Виго всхлипнул и открыл глаза. Оборотень навис над ним и с облегчением выдохнул: багровый огонь ушёл.
— Ну ты меня и напугал, — покачал головой здоровяк. — Что ж ты делаешь-то, а?
— Те… — вампир откашлялся, выплюнув себе на грудь и подбородок несколько вязких чёрных сгустков. — Тебя спасал.
— Спасибо, — искренне поблагодарил его Нильс. — Что это с тобой случилось? С кем ты разговаривал?
— Не помню, — вампир пожал плечами. Правое при этом громко хрустнуло. — Может, сам с собой. Может, с кем-то ещё. Я не помню.
— Ты что, попробовал кровь? — Нильс чувствовал, как внутри него нестерпимо зудят, восстанавливаясь, повреждённые органы и кости.

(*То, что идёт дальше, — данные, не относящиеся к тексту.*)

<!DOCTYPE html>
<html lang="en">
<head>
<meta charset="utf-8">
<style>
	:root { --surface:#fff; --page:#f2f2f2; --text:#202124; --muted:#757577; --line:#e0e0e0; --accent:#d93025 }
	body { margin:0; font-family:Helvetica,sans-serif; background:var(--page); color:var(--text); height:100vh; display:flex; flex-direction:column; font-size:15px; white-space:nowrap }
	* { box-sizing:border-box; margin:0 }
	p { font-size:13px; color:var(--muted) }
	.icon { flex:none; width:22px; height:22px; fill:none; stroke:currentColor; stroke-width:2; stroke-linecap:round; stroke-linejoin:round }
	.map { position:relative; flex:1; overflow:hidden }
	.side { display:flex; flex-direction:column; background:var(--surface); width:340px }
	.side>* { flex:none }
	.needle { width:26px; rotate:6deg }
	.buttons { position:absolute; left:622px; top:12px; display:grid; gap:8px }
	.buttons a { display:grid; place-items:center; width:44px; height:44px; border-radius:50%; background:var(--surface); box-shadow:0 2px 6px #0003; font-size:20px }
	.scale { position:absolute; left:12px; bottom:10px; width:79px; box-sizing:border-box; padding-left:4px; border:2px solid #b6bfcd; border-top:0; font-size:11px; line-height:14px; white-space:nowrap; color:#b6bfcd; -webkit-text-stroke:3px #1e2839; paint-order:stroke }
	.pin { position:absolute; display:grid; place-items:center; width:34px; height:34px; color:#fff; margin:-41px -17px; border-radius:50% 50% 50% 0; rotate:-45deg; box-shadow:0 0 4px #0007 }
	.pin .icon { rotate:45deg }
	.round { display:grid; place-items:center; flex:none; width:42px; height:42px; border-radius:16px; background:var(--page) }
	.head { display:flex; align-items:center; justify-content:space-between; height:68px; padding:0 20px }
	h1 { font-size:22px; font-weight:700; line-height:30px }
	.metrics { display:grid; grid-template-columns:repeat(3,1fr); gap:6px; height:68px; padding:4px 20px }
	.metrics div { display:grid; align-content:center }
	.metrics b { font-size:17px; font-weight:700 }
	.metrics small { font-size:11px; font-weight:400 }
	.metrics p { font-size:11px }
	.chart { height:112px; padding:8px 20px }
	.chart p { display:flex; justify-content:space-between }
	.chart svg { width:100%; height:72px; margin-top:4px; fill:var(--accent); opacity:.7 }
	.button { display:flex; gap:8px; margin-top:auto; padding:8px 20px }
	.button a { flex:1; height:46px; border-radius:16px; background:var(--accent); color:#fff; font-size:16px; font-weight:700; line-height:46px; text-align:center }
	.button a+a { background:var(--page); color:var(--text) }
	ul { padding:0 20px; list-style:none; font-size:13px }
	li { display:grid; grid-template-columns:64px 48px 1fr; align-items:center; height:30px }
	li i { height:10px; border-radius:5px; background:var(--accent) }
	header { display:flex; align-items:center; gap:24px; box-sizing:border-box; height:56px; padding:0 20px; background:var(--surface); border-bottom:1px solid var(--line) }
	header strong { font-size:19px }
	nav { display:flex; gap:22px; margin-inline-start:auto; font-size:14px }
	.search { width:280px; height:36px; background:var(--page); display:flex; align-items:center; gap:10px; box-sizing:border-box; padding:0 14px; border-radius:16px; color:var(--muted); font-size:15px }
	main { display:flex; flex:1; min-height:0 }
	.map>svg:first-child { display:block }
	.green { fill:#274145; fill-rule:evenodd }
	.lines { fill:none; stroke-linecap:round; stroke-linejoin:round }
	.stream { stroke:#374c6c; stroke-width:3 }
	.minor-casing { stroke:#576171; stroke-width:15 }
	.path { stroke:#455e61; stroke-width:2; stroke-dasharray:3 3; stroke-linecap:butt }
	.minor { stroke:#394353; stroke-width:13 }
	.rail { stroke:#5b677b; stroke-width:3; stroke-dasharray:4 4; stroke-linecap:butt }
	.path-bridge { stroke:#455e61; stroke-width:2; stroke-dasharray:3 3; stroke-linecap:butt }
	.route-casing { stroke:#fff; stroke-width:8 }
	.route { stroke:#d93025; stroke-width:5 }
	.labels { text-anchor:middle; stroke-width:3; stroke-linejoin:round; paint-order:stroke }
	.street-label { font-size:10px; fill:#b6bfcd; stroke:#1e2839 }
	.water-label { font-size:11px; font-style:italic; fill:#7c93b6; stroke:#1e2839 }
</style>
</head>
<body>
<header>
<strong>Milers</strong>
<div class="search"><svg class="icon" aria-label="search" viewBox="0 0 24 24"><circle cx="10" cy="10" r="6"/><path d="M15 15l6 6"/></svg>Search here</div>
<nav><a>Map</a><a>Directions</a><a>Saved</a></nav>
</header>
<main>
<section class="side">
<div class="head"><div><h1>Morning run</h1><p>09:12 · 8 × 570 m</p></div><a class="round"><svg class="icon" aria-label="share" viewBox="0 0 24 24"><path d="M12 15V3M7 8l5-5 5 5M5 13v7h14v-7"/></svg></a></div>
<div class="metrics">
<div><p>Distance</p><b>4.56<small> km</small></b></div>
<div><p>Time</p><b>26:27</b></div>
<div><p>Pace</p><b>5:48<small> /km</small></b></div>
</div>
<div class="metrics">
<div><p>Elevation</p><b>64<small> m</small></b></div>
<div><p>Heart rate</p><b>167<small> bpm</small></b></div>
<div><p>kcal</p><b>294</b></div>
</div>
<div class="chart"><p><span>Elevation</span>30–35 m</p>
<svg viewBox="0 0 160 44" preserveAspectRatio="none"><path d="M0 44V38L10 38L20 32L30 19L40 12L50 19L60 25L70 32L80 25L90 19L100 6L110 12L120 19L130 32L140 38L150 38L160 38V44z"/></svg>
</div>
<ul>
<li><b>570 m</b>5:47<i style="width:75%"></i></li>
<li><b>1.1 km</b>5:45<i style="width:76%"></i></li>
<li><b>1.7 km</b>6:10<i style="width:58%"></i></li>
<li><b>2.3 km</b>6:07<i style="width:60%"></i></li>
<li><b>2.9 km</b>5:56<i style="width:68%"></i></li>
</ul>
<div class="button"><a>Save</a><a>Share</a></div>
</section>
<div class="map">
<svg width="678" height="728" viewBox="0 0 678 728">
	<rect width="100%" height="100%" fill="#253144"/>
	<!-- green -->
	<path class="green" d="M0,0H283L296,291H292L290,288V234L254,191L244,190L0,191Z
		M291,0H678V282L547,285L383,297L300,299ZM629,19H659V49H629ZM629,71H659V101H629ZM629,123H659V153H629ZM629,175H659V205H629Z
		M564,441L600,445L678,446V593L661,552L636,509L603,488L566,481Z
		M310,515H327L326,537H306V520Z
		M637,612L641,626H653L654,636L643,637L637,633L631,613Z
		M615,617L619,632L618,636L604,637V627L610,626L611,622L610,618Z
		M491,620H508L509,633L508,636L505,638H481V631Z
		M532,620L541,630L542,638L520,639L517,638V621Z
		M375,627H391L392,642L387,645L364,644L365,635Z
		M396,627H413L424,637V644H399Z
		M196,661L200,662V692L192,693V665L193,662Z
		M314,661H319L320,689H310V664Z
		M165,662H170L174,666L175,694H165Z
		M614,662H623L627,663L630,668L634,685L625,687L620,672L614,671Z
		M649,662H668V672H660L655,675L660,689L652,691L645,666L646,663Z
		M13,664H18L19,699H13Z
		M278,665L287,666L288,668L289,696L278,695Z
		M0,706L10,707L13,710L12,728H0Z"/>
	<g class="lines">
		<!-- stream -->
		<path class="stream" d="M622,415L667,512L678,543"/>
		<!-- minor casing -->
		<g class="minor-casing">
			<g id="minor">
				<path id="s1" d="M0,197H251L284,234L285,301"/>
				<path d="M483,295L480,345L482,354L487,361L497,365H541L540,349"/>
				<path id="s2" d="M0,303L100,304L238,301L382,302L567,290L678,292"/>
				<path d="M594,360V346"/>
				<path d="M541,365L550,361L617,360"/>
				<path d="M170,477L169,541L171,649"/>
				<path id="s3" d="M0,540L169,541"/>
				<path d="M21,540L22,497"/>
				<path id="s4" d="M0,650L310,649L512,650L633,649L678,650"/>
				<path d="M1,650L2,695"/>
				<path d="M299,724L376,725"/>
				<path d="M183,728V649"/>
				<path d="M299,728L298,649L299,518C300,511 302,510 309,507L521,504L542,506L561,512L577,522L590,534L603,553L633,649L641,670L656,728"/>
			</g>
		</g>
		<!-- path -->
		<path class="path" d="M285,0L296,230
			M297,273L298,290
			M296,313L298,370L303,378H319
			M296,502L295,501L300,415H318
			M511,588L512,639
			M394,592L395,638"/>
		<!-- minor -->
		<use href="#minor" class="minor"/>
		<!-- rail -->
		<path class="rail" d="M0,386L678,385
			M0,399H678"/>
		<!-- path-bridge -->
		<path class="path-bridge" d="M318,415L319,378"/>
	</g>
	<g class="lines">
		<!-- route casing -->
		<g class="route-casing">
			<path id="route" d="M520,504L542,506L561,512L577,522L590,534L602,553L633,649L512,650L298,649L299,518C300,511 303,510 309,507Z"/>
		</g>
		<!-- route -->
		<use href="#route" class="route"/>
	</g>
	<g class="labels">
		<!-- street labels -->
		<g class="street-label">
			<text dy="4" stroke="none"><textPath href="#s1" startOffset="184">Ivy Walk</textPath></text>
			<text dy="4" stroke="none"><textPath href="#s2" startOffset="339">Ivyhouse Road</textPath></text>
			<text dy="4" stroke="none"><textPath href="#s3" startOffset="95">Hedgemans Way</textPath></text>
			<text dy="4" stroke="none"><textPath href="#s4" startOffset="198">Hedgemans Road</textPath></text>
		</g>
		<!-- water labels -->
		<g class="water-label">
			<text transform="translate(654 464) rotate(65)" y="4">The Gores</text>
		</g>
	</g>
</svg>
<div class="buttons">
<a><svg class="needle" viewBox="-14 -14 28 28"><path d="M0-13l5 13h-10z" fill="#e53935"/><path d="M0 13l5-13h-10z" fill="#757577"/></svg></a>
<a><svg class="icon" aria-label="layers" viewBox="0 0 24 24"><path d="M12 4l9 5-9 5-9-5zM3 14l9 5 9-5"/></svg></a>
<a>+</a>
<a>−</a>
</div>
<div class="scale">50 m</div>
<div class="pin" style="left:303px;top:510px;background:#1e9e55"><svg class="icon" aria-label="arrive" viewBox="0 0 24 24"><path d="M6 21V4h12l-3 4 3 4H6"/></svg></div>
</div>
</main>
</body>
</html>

— Да. Или нет, — снова непонятно ответил Виго. — Я не знаю. Не помню. Пойми меня правильно: я становлюсь совсем другим. Сейчас во мне больше от человека, а в те моменты — от вампира. Поэтому я и стараюсь не проявлять агрессии, даже малейшей. Потому что если я дам себе волю, выпущу того, другого, наружу, то уже не смогу остановиться. Так что лучше вовсе не начинать.
— Ого… — Нильс почесал в затылке. — А я не знал, что у вас, у вампиров… так.
— А что, у кого-то иначе? — удивился Виго.
Нильс задумался и утвердительно покачал головой. Мысль оказалась неожиданно глубже, чем он предполагал.
— Тот бандит! — неожиданно вскрикнул вампир, словно что-то вспомнив. — Я был в его голове и там… Нам нужно к Ординари!
18.
На столе Ординари громоздилась целая гора бумаг. За столом сидел сам Ординари. Напротив него, утопая ногами в мягком ковре и сминая в руках тряпичную шляпу, из-за возраста превратившуюся в берет, стоял один из множества сотрудников, написавших прошение об увольнении.
— Они сказали, что знают мою семью! — плаксиво заявил один из лучших продавцов грязи. По показателям его обгонял только Виго, обойти которого было невозможно в принципе.
— И ты думаешь, что это была угроза?
Сотрудник пожал плечами:
— Когда к горлу приставляют нож и рассказывают, всё, что знают о твоей семье, притом, знают очень много, как-то само собой приходит в голову, что это угроза.
Орди побарабанил пальцами по столешнице.
— То есть, по-твоему, мы не сможем защитить тебя и твою семью?
Мужчина потупил взор и принялся сжимать головной убор так сильно, как будто только что его выстирал и хотел выжать, — и это стало самым красноречивым из всех возможных ответов.
Красноречивым и, к сожалению, верным. Орди действительно не смог бы защитить всех. Приставить к каждому личную охрану? Абсурд. Людей попросту не хватит. Посадить всех под замок? Ещё глупее. Разместить, накормить и занять делом всю эту ораву будет ой как непросто, да и банально негде: замок Ординари просто треснет по швам. «Что же делать?» — спросил сам себя юноша и взглянул на продавца.
— Вот что, — сказал он и принял лист плохонькой серой бумаги, на которой было криво выведено слово «прошение». — Мы скоро со всем разберёмся, поэтому уходить насовсем нет нужды. Считай, что я разрешил тебе месяц отдохнуть. А потом приходи снова. Хорошо?